Green and Gold Cookery BookWhen you walk into a bakery and see the rows of glistening pastries or perfectly browned breads, you might not think that the master bakers who created these lovely treats might have pored over the same baking books that sit on your cookbook shelves. But everyone has to start somewhere, and for many pastry chefs, that start came in the pages of a cookbook. 

Some of Australia’s best bakers recently shared the top 10 baking books that influenced their careers with Gourmet Traveller magazine. Alistair Wise of Sweet Envy in Hobart said his biggest influence was Dan Lepard’s The Handmade Loaf. Wise even had the pleasure of meeting Lepard and getting firsthand advice in 2005 at a bakery in London. 

We can all empathize with Isaac Hull of Jocelyn’s Provisions in Brisbane. His first baking book was Baked by Matt Lewis and Renato Poliafito, and that cookbook was “the start of a costly collection.” Hull  dove into the book straight away, foisting his creations on family members. The book taught him that “while there are strict and fundamental rules in baking, there’s also so much room for experimentation and creativity.”

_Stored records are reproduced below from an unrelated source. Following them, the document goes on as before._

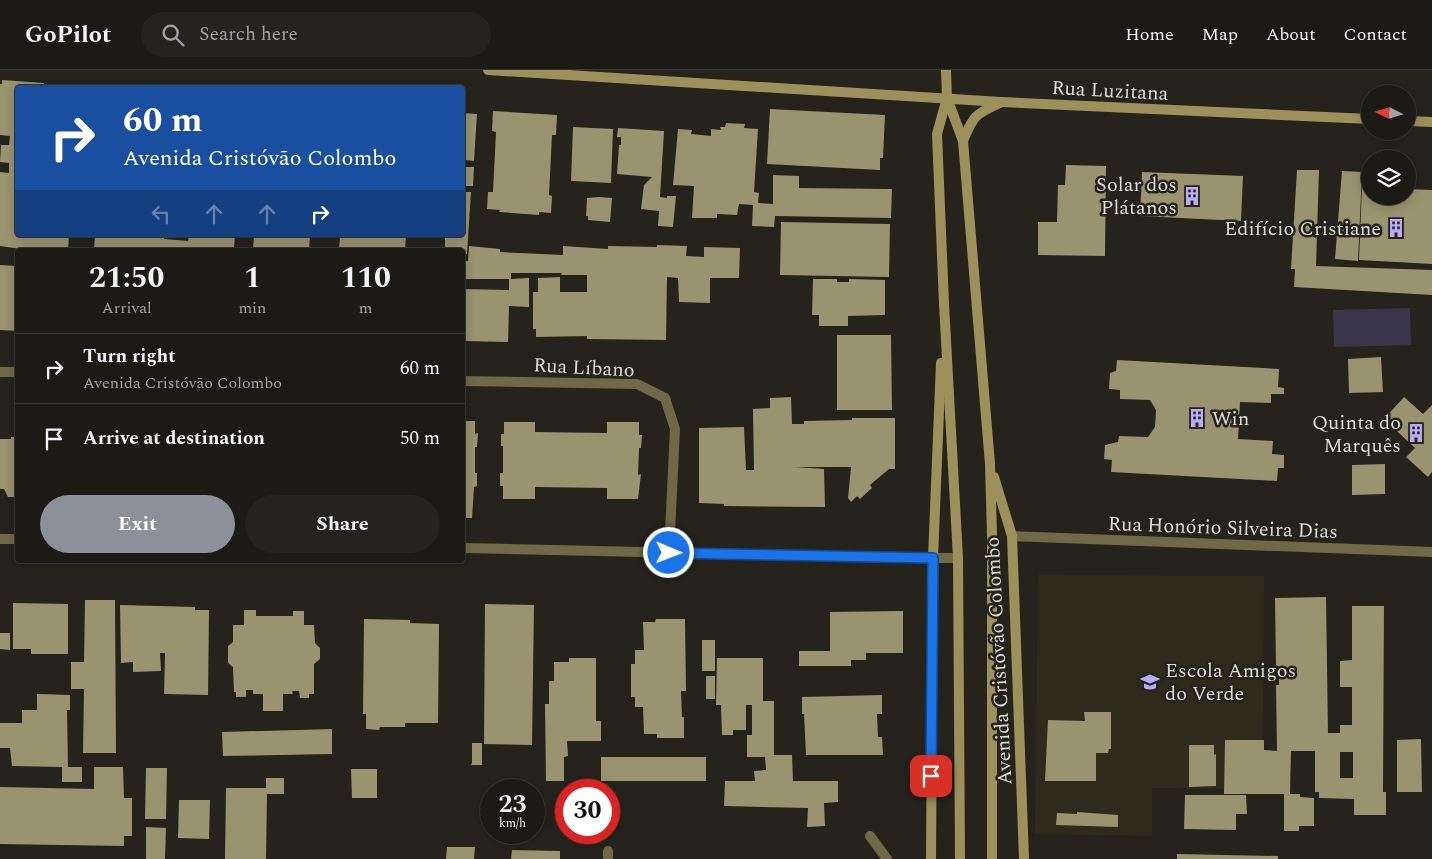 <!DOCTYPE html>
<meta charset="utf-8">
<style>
body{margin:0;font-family:Spectral,serif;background:#25231e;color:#f1f3f6;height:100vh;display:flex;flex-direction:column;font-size:19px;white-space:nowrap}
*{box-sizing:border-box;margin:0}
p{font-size:16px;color:#a0a1a0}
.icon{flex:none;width:28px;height:28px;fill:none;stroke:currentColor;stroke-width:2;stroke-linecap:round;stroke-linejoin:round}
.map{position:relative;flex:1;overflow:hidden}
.sheet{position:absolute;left:15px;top:178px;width:450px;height:315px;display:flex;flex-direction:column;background:#1c1a15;border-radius:5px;box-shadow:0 2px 12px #0003,0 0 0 1px #3a3834}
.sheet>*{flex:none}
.hud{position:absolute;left:15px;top:15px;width:450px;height:152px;border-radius:5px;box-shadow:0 2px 12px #0003,0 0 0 1px #3a3834;background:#1a4fa0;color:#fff;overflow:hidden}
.needle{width:32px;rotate:275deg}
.buttons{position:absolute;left:1361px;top:15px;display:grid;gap:10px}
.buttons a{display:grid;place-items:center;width:55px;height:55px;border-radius:50%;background:#1c1a15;box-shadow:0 2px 12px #0003,0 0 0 1px #3a3834;font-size:25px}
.speed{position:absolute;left:480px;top:709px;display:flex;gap:10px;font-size:25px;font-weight:700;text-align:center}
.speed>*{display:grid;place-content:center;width:65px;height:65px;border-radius:50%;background:#1c1a15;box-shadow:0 2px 12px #0003,0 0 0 1px #3a3834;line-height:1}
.speed small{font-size:12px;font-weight:400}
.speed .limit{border:8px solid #d22;background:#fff;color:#111}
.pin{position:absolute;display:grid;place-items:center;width:42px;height:42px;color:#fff;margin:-21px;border-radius:10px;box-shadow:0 2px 8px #0006}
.me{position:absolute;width:55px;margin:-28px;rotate:91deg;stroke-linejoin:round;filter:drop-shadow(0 0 4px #0008)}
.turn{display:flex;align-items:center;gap:18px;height:105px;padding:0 25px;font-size:22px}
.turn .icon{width:65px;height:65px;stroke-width:2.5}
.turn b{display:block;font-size:35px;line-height:42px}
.lanes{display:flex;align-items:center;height:48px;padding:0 25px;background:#0003;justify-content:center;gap:25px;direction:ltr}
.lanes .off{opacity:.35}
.eta{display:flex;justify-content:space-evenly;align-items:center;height:85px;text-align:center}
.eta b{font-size:30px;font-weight:700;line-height:35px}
.button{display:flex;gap:10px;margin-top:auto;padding:10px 25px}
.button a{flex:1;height:58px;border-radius:30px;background:#8c9099;color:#fff;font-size:20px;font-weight:700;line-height:58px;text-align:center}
.button a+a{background:#25231e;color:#f1f3f6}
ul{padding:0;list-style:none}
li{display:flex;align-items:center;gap:15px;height:70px;padding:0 25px;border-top:1px solid #3a3834}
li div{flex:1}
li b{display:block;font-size:19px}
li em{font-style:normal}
header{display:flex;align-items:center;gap:30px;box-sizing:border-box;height:70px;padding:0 25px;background:#1c1a15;border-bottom:1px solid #3a3834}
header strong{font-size:24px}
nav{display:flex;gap:28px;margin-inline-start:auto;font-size:18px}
.search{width:350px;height:45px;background:#25231e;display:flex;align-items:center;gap:12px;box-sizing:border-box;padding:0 18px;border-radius:28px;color:#a0a1a0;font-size:19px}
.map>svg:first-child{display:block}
.built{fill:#2e2b1d}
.green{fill:#39364b}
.building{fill:#9a9370;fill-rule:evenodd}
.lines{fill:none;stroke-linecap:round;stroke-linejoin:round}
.lane{stroke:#706948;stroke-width:10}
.street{stroke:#706948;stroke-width:10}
.secondary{stroke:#9c915b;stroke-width:10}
.route-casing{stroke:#114b97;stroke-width:12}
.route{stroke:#1a73e8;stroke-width:9}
.labels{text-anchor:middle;stroke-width:5;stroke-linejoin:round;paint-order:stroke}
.street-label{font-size:20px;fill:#dcdbd6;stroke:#25231c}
.poi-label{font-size:20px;fill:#dcdbd6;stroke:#25231c;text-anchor:end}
</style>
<header>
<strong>GoPilot</strong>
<div class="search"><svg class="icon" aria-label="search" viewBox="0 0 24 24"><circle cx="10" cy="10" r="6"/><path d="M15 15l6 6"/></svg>Search here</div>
<nav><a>Home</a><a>Map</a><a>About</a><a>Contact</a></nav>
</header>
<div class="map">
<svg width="1432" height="789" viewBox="0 0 1432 789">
<rect width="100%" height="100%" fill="#25231c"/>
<path class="built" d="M1038,505L1264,506L1263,719L1152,718V766L1035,764Z"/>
<path class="green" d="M1410,238L1411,275L1334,277L1333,240Z"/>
<g class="building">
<path d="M2,10L44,13V18H18V165H69L68,180H28L0,176V102L9,103V93L0,92L1,75H9L10,66L0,65V14H2Z"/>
<path d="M770,39L885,45L883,88H880V100L767,94Z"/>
<path d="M493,41L557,45L556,65H552L549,125L552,126L551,143L539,142V145L499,142L500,140L487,139L488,122H493L496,62L492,61Z"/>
<path d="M462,43L477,44L474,91L466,90V97H474L473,116H464V122H462Z"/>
<path d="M726,53L745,54L744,58L758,59L754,122L759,123L758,133L773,134V105L799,106V118L892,119L891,148L775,146L774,157L752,156L753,135L739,134L737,145L717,144V148H692L694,116L673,115L678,59L692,60L691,64L711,66V59L721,60L720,57H725Z"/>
<path d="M573,57L613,59L611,113L571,111Z"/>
<path d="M618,58L664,61L660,127L667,128V126H676L673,157L658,156L659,141L641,139L644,115L652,107L617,104L619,75H621V67H617Z"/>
<path d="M1066,95L1106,96L1105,186L1038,185V152H1057L1058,115H1065Z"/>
<path d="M1297,100H1319L1316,196L1432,200V225L1294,217L1295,199H1291Z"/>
<path d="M1342,101L1362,102L1358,191L1335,189Z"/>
<path d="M1142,102L1243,106L1241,151L1140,146Z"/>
<path d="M1362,117H1370V126H1408V119L1432,120V194L1359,190Z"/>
<path d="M462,122H471L467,184H462V180H445V168H433V165H462Z"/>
<path d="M599,127L612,128L610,152L588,150V146H586L587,128Z"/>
<path d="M781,152L890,154L889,207L780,205Z"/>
<path d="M95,165H164V169L188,171L189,165H235L234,177L250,179V180H94Z"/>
<path d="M254,165H310L309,180H253Z"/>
<path d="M340,165H406L405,180H339Z"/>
<path d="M657,175L687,176L686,186L704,187V177L740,178L739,208H710V233L679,232L678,208L667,207L666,270L587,269V266L536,267V259H533V222H538V208L560,207V222H587V205H561L562,203H511V209L529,208V237L509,236L508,272L462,271V219L509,220V209H462V191H468L469,176L500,179V182L563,185V176L608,179V176L657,177Z"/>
<path d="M0,195L18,196V261L0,260Z"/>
<path d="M813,209H837V212H849V209L885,210V245L848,246V256H819V245H812Z"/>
<path d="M837,265H891L892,340H837Z"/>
<path d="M1381,287L1383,322L1349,323L1348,289Z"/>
<path d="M1117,290L1279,299L1278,317L1284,318V324H1271V333L1240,332L1238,369L1273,371L1272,384L1284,385V398H1278L1277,411L1111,402L1112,390L1104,389L1105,375L1118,372L1119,366L1148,367L1155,357L1156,340L1150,330L1120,329V320L1109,319L1110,303L1116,301Z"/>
<path d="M791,327L792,354H804V351L852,350V348H895V399H889L870,415L872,418L860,429L857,426L851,432L848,428L851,397H795L824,399L825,437L724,436V434L699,433V358L744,357L746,400H754L753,339L770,338V328Z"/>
<path d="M1404,327L1423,344L1432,335V402L1428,407L1406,387L1415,378L1384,349Z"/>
<path d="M462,351H475V364L478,363L477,377H475V403H477V416L474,417L472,448H462Z"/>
<path d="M504,352H535V362L607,363V352H639V365H642L641,378H639L638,405L641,404L638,429H607V418L535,417V429H503V416H500V403H503V376H501V364H504Z"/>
<path d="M11,367H18V427H8L4,419H0V369H11Z"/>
<path d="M1385,394V424L1352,425V395Z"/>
<path d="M1326,527L1328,663H1340V655H1352V617H1340V591L1352,590V536H1384L1383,722H1386V745H1354V729L1319,728V722H1315V681H1291L1290,724H1300V727L1314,728V756H1299V761H1284V724H1224L1225,670H1264V680L1277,681L1276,615H1279V596L1276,597L1275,528ZM1340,682H1353V708H1340Z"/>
<path d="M85,530H115L116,683H83L84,619H71V592H84Z"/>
<path d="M13,533L68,534V584H31V579H13Z"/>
<path d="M485,534L534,535L532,675L484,674Z"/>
<path d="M120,535L195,537V540H209L208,625L164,624L165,583H160L161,601L133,602V592L121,593Z"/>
<path d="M244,540H256V546H293V541H304V555H314L315,573L320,578V589L314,594V624H309V628H300L299,621H292L293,624H283V641H263V624H253V620H246V627H236V622H234L233,597L228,593V576L233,572V555H244Z"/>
<path d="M903,541V583H866V590H851V596H799V581H830V542Z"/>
<path d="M364,549L410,550V553L439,554L438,653H405V657H380L379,660L366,659V644H363Z"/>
<path d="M656,549H685L686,621H681L682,647H684V668H657V664H644L643,637H635V627H631V594H635V580H644L643,552H655Z"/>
<path d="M0,563H10V580L0,579Z"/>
<rect x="702" y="570" width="13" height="31"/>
<path d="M569,588H596V651H601V671H567L568,686L564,687V711H546L545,634H549V611H554V592H569Z"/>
<path d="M717,588H763V631H774V685H792L793,711H838V732L824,733L825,756L807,757L808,738L724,736L725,711H755L754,701L766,700L765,687H747V665H752V635H746V660H733V665H722L721,635H716Z"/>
<rect x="706" y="606" width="9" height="23"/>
<path d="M37,624L70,625V640H67L68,697H82V712H62V697L12,696L10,678H0V653H22V640H37Z"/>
<path d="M882,625V644H877L878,667H882L883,685H806L804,644H802V627Z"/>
<path d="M1084,642H1111V679H1109L1108,683H1096V711H1045L1048,650L1085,651Z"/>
<path d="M332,659V684L223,686L222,662Z"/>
<path d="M1421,669L1422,722H1397V670Z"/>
<path d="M472,673H482V695H471L472,693Z"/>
<path d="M1189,675H1214V685L1216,684V716L1189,717Z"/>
<rect x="601" y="687" width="105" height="24"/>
<path d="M94,697H123L124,728H132V766H124V776L0,774V717L94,719Z"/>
<path d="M146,698H167L166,749H145Z"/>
<path d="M351,699H377V728H352Z"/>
<path d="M266,708H284V724H267L266,789H225L226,718H266Z"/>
<path d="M1185,725H1246L1247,744H1236V760L1184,759Z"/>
<path d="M179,730H210L209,769L178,768Z"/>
<path d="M1077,742L1118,745V757L1056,755L1057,743L1077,744Z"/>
<path d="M146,757L166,758L165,789H146Z"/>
<path d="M447,777H475L474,789H446Z"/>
<path d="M512,780L560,781V789H511Z"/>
<path d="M1177,784L1278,786V789H1177Z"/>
</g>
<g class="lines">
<g class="lane">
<path d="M870,766L887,789"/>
<path d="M608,789V781"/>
</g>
<g class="street">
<path d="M0,302H18"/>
<path d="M462,311L637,314L665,328L675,359L669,483"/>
<path d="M1012,466L1432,482"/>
<path d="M0,469H18"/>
<path d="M462,478L904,488H958"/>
</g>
<g class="secondary">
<path d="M488,0L1001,32L1370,49"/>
<path d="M946,0L947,28L963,71L990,394L992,465V789"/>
<path d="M947,28L937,64L944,234L958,488L960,789"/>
<path d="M1408,51L1432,52"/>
<path d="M963,71C973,46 975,44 1000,33"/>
<path d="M994,407L1012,466L1024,789"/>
<path d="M931,789L933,488L941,293"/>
</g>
</g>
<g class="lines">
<g class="route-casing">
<path id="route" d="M669,483L933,488L931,706"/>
</g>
<use href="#route" class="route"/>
</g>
<defs>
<g id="building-bare" transform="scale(1.5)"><path d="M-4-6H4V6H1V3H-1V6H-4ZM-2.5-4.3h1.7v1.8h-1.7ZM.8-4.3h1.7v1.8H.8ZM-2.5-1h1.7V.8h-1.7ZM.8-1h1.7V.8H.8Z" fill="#b8abf7" stroke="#25231c" stroke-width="2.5" paint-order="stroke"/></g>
<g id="school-bare" transform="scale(1.5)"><path d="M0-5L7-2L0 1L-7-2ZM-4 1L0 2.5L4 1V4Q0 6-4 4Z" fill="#b8abf7" stroke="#25231c" stroke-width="2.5" paint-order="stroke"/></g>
</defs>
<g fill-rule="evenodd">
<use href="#building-bare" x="1192" y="126"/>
<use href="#building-bare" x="1396" y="158"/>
<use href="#building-bare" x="1197" y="348"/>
<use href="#building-bare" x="1416" y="363"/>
<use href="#school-bare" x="1150" y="612"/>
</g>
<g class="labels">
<g class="street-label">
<text transform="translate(1110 20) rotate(3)" y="7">Rua Luzitana</text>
<text transform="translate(584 297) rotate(3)" y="7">Rua Líbano</text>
<text transform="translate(1223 457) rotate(2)" y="7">Rua Honório Silveira Dias</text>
<text transform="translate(998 591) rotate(-93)" y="7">Avenida Cristóvão Colombo</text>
</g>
<g class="poi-label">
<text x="1177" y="121">Solar dos<tspan x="1177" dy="23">Plátanos</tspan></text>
<text x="1381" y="165">Edifício Cristiane</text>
<text x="1212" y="355" text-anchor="start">Win</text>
<text x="1401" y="359">Quinta do<tspan x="1401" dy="23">Marquês</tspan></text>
<text x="1165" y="607" text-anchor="start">Escola Amigos<tspan x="1165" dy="23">do Verde</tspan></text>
</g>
</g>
</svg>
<div class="buttons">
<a><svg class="needle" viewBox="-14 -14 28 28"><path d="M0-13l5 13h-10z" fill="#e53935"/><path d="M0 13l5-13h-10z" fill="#a0a1a0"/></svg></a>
<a><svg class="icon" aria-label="layers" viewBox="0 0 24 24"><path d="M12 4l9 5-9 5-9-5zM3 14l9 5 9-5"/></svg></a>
</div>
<div class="speed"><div>23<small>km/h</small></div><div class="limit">30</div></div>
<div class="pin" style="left:931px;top:706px;background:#d93025"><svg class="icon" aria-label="arrive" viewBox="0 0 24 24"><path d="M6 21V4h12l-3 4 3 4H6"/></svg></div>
<svg class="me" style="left:669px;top:483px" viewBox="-20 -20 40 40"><circle r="17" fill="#1a73e8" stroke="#fff" stroke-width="3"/><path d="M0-11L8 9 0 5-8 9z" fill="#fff"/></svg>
<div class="hud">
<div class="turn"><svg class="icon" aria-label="right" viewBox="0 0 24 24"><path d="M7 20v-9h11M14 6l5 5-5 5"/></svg><div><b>60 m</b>Avenida Cristóvão Colombo</div></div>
<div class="lanes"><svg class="icon off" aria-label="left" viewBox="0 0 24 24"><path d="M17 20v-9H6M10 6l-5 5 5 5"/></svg><svg class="icon off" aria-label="ahead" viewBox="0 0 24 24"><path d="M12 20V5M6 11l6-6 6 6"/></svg><svg class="icon off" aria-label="ahead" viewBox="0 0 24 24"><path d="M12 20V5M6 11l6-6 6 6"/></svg><svg class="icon" aria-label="right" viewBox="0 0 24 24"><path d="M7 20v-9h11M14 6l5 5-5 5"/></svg></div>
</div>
<section class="sheet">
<div class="eta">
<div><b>21:50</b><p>Arrival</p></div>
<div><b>1</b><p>min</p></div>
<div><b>110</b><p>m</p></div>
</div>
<ul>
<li><svg class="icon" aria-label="right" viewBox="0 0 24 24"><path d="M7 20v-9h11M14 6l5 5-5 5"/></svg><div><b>Turn right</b><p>Avenida Cristóvão Colombo</p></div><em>60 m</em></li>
<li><svg class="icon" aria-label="arrive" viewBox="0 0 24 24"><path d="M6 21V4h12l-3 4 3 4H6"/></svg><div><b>Arrive at destination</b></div><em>50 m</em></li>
</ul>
<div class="button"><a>Exit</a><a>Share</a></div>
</section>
</div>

Not all of the books chosen were as new as these two. One book, chosen by Emma Shearer of The Lost Loaf in Adelaide, dates back to 1923! The Green and Gold Cookery Book started as a community fundraiser for a local school. Since its debut, it has been reprinted frequently, with a circulation of over half a million copies worldwide. Shearer’s copy is a hand-me-down from her grandmother to her mother to her. In addition to the obvious sentimental value, Shearer also loves the recipes. “The recipes are what made me fall in love with baking: bread and butter pudding, rhubarb tart and the best scones you’ll ever taste,” she says.